An electronic source like a website or e-journal may require a URL or DOI to be added to the end of the reference as seen above.

Just like the ACM style of citation, it’s important to ensure that all the sources cited are sorted alphabetically and clearly separated from the other content of the paper using a clear heading.

The in-text citation for the bibliography citation we just showed you will look like this:

Presence of a strong immunization service prior to integration is considered as one of the two characteristics of success (Wallace et al., 2009).

In papers that have numerous authors, only the first author’s surname is included with the rest being added under the ‘et al.’ descriptor. The full citation will have the complete list of authors included as shown above which is then added to the reference list.

It's important to bear in mind there is no rearrangement of author names needed - the first name listed on the journal article tself is always the first added to the citation.

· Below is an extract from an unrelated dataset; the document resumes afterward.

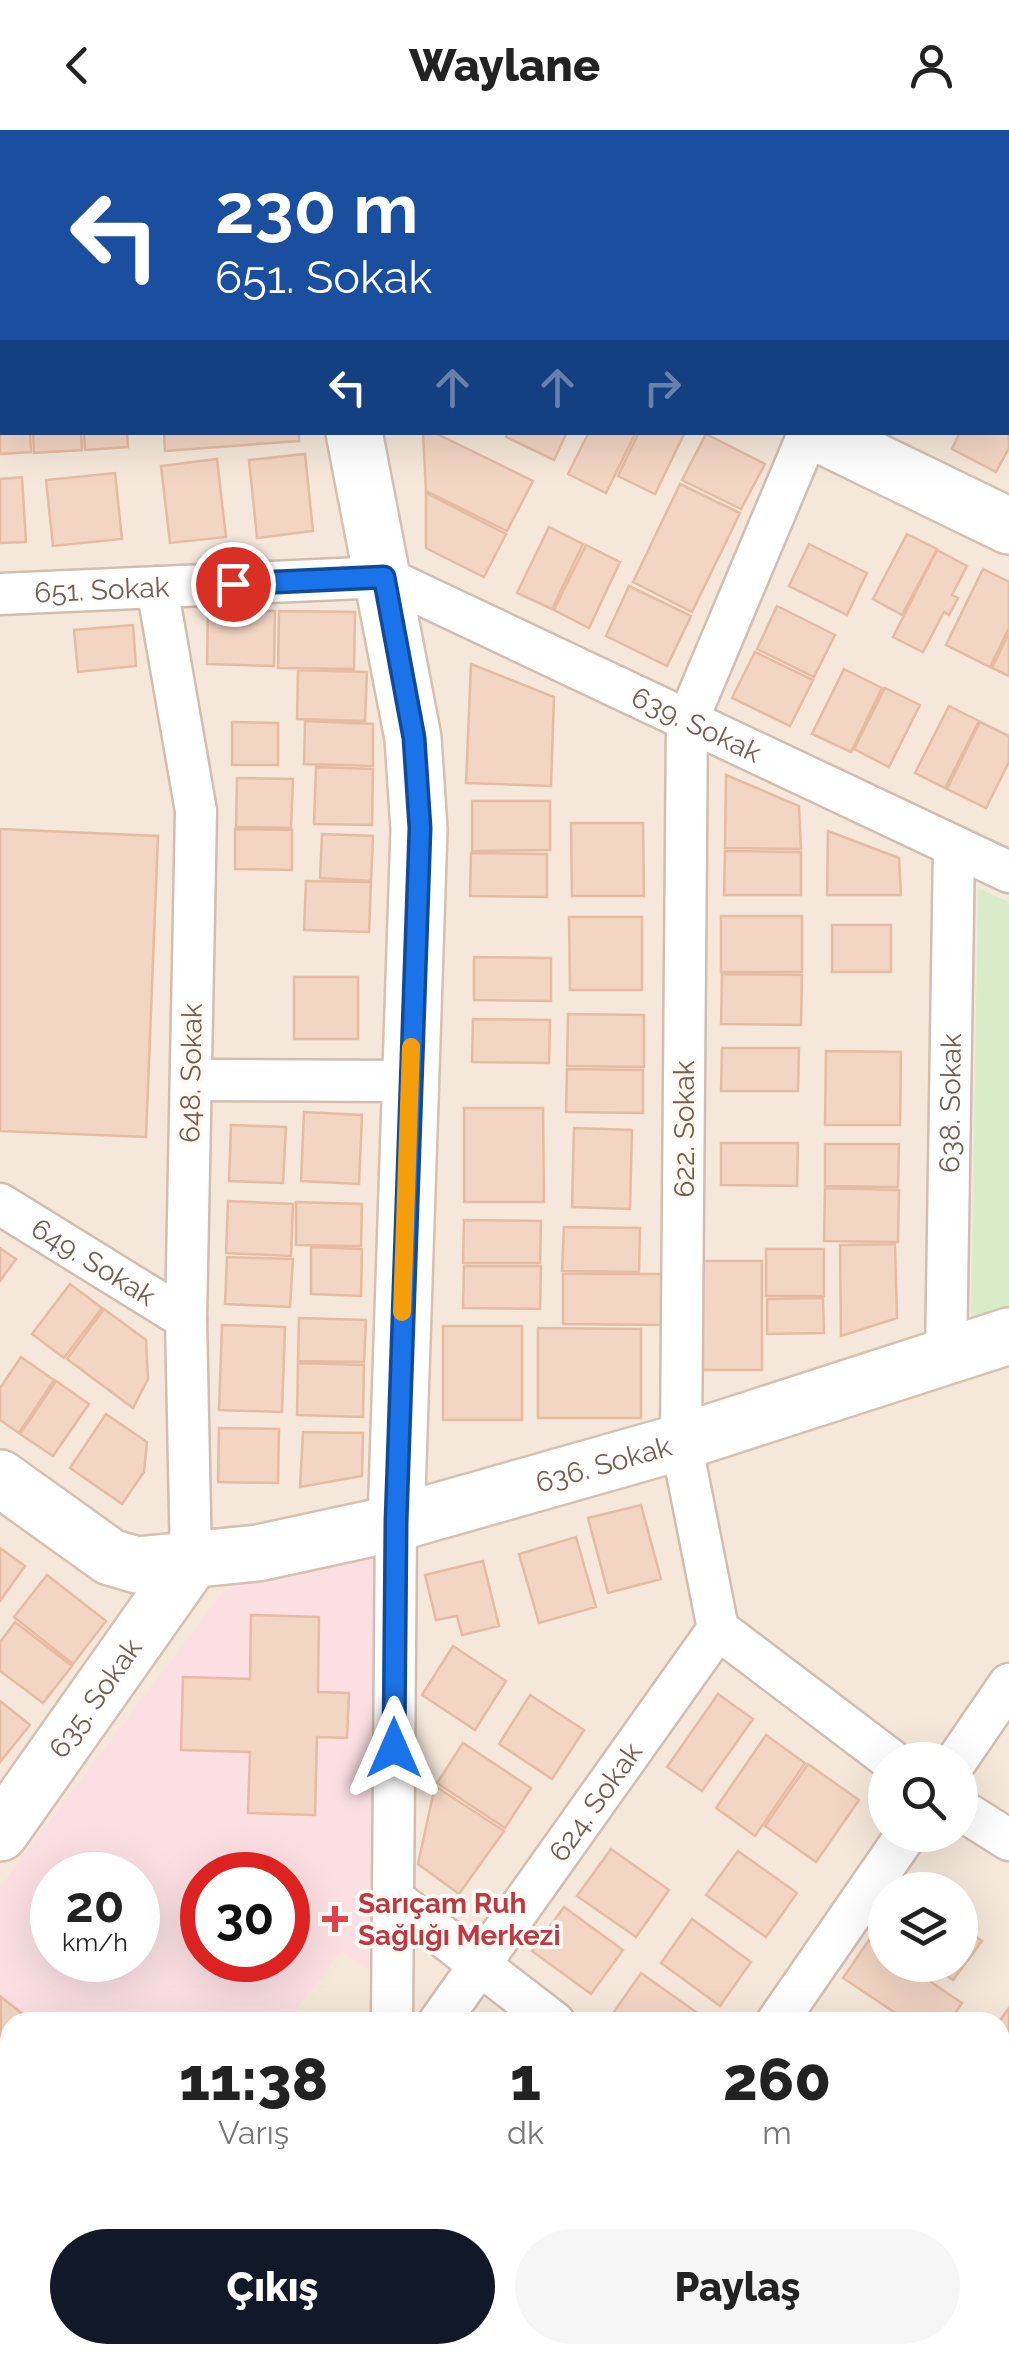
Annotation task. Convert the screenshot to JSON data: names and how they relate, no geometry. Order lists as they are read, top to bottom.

Check out these APA style resources

🌐 Official APA style guidelines

🗂 APA style guide

📝 APA citation generator

#3 The IEEE citation style

The IEEE citation style

Next, there is the IEEE citation style, also sometimes used in the computer science field when citing different sources and literature. Mainly targeted at engineering, computer science, and information technology, the IEEE method of citation has a few essential steps you need to gain an understanding of.

Let’s start by talking about the bibliographic citation first. Take a closer look at the example we’ve added below:

[9] I. Bashir, Mastering Blockchain: Distributed ledger technology, decentralization, and smart contracts explained, 2nd Edition, 2nd ed. Birmingham, England: Packt Publishing, 2018.

The first notable difference between IEEE and author-date in-text referencing styles is the fact that each reference will start with a number in square brackets. This number corresponds directly to the order in which the references appear in the paper being submitted, similar to the ACM method of citation.

It’s essential for students to remember that IEEE makes use of square brackets when adding parenthetical citations.

Due to the numbering system used in the IEEE method of citation, there is no need to add the author’s name or the publishing date in-text. Instead, a corresponding number is given for the in-text citation which connects to the reference list. Take a look at this example of an in-text citation from a book:

Blockchain is an emerging technology holding significant promise [9].

The benefit of the IEEE citation style is that it allows the writer to skip out on the bulky in-text citations that can come with other citation methods. At the same time, it can be a potential pitfall. This method requires careful proofreading and editing to ensure that all the numbers match up to the correct citation in the reference list.

Check out these IEEE style resources

🌐 Official IEEE style guidelines

🗂 IEEE style guide

📝 IEEE citation generator

#4 The Chicago citation style

The Chicago citation style

The Chicago citation style is another method used when referencing within the computer science field. In the 17th edition, there are two distinct styles of referencing: notes and bibliography, and author-date. We'll be focussing on author-date in this guide.

The formatting used in a Chicago in-text citation will briefly describe the source used by adding the author's last name and date of publication. This shorter in-text citation then corresponds to a separate full citation added to the 'References' section.

In Chicago, your in-text citation will look like this:

Artificial intelligence will soon be an internal part of our digital lives (Chassignol et al. 2018).

You can see like many other citation styles, the in-text citation in Chicago will appear in parentheses and feature the author's last name and the date of publication.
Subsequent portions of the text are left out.